### Try it
When you output the entries, begin with the first line and end with the line containing "display:block; font-size:49px; line-height:60px", keeping each line exactly as it is.
_____
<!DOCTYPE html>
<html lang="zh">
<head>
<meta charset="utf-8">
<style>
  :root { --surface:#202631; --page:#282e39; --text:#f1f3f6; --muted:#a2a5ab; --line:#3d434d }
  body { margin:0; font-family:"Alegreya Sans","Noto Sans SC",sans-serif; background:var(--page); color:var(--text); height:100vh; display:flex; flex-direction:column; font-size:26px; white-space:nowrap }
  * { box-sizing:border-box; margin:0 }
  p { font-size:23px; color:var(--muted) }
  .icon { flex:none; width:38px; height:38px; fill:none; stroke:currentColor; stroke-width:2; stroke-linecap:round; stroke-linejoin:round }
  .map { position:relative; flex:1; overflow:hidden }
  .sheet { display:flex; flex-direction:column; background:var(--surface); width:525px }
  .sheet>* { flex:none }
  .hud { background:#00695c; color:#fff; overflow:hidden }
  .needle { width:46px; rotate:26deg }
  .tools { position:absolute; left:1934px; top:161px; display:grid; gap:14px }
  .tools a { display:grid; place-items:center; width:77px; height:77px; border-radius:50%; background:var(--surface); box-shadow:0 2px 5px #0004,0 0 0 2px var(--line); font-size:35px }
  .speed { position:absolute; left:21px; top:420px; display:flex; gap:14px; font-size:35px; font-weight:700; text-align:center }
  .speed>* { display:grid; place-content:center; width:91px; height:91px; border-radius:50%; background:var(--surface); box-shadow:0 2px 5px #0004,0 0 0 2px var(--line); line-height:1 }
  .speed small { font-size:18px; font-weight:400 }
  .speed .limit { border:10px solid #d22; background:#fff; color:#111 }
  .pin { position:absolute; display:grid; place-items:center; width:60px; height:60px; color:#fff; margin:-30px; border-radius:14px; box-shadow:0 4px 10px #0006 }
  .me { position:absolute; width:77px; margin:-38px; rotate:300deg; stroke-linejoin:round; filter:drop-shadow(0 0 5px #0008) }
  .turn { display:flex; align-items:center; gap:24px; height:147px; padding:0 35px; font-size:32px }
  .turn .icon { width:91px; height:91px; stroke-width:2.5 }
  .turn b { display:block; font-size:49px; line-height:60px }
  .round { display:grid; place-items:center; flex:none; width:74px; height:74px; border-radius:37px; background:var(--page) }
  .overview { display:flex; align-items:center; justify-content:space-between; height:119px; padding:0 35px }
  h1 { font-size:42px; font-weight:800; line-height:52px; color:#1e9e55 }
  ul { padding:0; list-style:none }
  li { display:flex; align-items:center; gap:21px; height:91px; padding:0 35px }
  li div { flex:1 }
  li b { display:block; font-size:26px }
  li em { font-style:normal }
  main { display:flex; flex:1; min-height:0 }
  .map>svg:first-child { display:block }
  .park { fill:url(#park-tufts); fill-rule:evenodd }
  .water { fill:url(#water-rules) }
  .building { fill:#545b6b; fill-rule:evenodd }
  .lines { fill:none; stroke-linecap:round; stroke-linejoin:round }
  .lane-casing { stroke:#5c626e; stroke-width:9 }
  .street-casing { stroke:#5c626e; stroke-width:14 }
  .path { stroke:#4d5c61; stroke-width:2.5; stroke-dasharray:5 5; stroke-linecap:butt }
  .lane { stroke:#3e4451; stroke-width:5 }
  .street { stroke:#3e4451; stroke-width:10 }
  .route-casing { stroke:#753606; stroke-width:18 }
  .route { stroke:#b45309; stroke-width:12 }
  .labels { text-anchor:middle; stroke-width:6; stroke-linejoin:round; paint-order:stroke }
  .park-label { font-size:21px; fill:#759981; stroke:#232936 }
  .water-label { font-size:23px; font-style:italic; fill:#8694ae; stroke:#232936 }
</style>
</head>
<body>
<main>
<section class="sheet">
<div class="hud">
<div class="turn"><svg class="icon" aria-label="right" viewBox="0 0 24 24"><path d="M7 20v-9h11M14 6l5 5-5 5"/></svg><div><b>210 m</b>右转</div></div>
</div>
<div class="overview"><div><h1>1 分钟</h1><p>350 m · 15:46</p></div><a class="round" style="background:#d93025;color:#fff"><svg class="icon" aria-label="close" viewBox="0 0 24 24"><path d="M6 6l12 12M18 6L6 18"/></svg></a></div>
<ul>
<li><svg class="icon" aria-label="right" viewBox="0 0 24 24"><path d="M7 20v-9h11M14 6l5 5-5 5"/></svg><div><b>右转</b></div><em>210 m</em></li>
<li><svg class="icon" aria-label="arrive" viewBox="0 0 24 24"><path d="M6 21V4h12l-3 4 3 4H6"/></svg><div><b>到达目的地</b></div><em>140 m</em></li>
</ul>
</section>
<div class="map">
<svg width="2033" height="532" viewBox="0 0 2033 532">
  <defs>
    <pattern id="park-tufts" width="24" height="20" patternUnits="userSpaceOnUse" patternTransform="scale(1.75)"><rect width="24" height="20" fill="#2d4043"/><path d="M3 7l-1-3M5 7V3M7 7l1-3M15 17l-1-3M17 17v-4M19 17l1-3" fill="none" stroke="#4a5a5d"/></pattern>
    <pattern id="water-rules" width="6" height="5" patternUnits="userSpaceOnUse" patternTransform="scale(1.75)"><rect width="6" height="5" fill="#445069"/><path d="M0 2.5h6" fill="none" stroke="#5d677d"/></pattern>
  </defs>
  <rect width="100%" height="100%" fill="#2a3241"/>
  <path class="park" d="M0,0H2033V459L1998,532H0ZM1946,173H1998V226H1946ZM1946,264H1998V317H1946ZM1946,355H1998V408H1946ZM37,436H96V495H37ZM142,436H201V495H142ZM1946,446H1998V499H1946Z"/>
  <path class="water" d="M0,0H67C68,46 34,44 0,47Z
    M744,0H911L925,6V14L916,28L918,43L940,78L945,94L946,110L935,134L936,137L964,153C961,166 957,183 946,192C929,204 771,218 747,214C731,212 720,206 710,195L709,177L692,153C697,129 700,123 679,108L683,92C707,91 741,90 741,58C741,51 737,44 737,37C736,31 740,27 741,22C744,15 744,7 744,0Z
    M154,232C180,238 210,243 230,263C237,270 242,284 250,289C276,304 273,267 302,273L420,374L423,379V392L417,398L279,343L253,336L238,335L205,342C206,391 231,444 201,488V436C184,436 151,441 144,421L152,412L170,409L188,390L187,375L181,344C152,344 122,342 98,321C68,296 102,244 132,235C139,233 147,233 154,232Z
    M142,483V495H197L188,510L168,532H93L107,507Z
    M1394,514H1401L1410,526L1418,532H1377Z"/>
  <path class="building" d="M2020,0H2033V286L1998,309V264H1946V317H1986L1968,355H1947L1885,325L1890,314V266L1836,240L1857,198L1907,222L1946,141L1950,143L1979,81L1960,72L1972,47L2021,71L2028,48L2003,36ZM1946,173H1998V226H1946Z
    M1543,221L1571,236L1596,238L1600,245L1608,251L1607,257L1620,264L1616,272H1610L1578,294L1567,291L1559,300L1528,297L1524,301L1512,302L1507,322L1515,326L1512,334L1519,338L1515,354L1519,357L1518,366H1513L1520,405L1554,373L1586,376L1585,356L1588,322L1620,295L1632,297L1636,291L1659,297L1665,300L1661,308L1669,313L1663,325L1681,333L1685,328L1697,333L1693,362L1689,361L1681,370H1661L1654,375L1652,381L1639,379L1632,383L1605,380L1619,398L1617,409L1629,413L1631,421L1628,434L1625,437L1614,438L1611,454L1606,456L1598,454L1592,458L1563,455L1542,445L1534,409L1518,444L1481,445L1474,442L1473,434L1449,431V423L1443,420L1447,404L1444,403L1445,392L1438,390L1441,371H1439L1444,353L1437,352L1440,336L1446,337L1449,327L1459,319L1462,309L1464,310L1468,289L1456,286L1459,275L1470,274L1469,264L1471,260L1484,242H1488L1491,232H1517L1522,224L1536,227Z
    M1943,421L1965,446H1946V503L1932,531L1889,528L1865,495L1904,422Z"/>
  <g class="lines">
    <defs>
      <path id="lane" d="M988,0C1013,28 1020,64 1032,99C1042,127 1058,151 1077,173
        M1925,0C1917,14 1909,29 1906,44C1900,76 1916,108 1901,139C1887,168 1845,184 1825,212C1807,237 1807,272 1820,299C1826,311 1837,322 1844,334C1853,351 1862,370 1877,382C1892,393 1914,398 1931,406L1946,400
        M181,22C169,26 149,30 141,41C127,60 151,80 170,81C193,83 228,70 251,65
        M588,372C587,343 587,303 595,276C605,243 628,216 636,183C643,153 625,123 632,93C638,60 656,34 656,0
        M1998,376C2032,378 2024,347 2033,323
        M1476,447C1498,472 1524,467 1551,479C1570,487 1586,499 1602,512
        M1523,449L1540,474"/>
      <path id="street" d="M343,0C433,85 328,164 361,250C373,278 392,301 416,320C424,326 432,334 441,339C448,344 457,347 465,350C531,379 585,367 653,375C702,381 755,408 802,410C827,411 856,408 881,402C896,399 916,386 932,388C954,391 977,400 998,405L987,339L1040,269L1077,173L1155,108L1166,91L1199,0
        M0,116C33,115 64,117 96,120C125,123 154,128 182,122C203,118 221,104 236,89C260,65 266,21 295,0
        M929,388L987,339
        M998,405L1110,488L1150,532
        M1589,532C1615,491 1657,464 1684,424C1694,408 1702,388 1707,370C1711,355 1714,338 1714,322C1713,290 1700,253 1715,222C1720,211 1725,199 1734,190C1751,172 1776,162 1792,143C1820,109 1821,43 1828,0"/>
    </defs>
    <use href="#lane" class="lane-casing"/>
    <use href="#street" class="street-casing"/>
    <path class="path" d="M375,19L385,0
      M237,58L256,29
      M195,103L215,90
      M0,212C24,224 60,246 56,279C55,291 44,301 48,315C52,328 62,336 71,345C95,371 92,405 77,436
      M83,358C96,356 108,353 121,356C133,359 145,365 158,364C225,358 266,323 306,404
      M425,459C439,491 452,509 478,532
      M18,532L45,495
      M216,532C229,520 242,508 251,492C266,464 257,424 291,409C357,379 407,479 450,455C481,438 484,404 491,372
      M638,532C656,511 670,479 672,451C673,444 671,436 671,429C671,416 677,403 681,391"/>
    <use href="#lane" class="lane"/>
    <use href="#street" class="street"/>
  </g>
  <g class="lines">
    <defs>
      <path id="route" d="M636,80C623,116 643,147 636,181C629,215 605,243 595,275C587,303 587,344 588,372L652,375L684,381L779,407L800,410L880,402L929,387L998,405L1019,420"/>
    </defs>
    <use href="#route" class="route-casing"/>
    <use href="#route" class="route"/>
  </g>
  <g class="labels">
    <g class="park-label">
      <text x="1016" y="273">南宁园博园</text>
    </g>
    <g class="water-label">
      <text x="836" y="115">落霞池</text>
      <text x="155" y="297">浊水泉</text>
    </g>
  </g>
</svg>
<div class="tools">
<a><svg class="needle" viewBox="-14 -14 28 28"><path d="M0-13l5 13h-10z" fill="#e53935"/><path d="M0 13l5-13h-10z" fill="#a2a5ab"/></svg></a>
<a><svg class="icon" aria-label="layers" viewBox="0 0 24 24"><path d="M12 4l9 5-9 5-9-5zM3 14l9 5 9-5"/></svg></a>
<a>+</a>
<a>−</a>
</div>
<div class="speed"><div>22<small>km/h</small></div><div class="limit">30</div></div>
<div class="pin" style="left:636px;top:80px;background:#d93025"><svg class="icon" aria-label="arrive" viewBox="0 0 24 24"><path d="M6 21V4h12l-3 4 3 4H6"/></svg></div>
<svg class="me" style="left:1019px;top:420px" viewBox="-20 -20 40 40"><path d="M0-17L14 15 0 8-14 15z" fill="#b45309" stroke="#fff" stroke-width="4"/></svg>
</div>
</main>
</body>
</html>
_____
### Solution for this problem
<!DOCTYPE html>
<html lang="zh">
<head>
<meta charset="utf-8">
<style>
  :root { --surface:#202631; --page:#282e39; --text:#f1f3f6; --muted:#a2a5ab; --line:#3d434d }
  body { margin:0; font-family:"Alegreya Sans","Noto Sans SC",sans-serif; background:var(--page); color:var(--text); height:100vh; display:flex; flex-direction:column; font-size:26px; white-space:nowrap }
  * { box-sizing:border-box; margin:0 }
  p { font-size:23px; color:var(--muted) }
  .icon { flex:none; width:38px; height:38px; fill:none; stroke:currentColor; stroke-width:2; stroke-linecap:round; stroke-linejoin:round }
  .map { position:relative; flex:1; overflow:hidden }
  .sheet { display:flex; flex-direction:column; background:var(--surface); width:525px }
  .sheet>* { flex:none }
  .hud { background:#00695c; color:#fff; overflow:hidden }
  .needle { width:46px; rotate:26deg }
  .tools { position:absolute; left:1934px; top:161px; display:grid; gap:14px }
  .tools a { display:grid; place-items:center; width:77px; height:77px; border-radius:50%; background:var(--surface); box-shadow:0 2px 5px #0004,0 0 0 2px var(--line); font-size:35px }
  .speed { position:absolute; left:21px; top:420px; display:flex; gap:14px; font-size:35px; font-weight:700; text-align:center }
  .speed>* { display:grid; place-content:center; width:91px; height:91px; border-radius:50%; background:var(--surface); box-shadow:0 2px 5px #0004,0 0 0 2px var(--line); line-height:1 }
  .speed small { font-size:18px; font-weight:400 }
  .speed .limit { border:10px solid #d22; background:#fff; color:#111 }
  .pin { position:absolute; display:grid; place-items:center; width:60px; height:60px; color:#fff; margin:-30px; border-radius:14px; box-shadow:0 4px 10px #0006 }
  .me { position:absolute; width:77px; margin:-38px; rotate:300deg; stroke-linejoin:round; filter:drop-shadow(0 0 5px #0008) }
  .turn { display:flex; align-items:center; gap:24px; height:147px; padding:0 35px; font-size:32px }
  .turn .icon { width:91px; height:91px; stroke-width:2.5 }
  .turn b { display:block; font-size:49px; line-height:60px }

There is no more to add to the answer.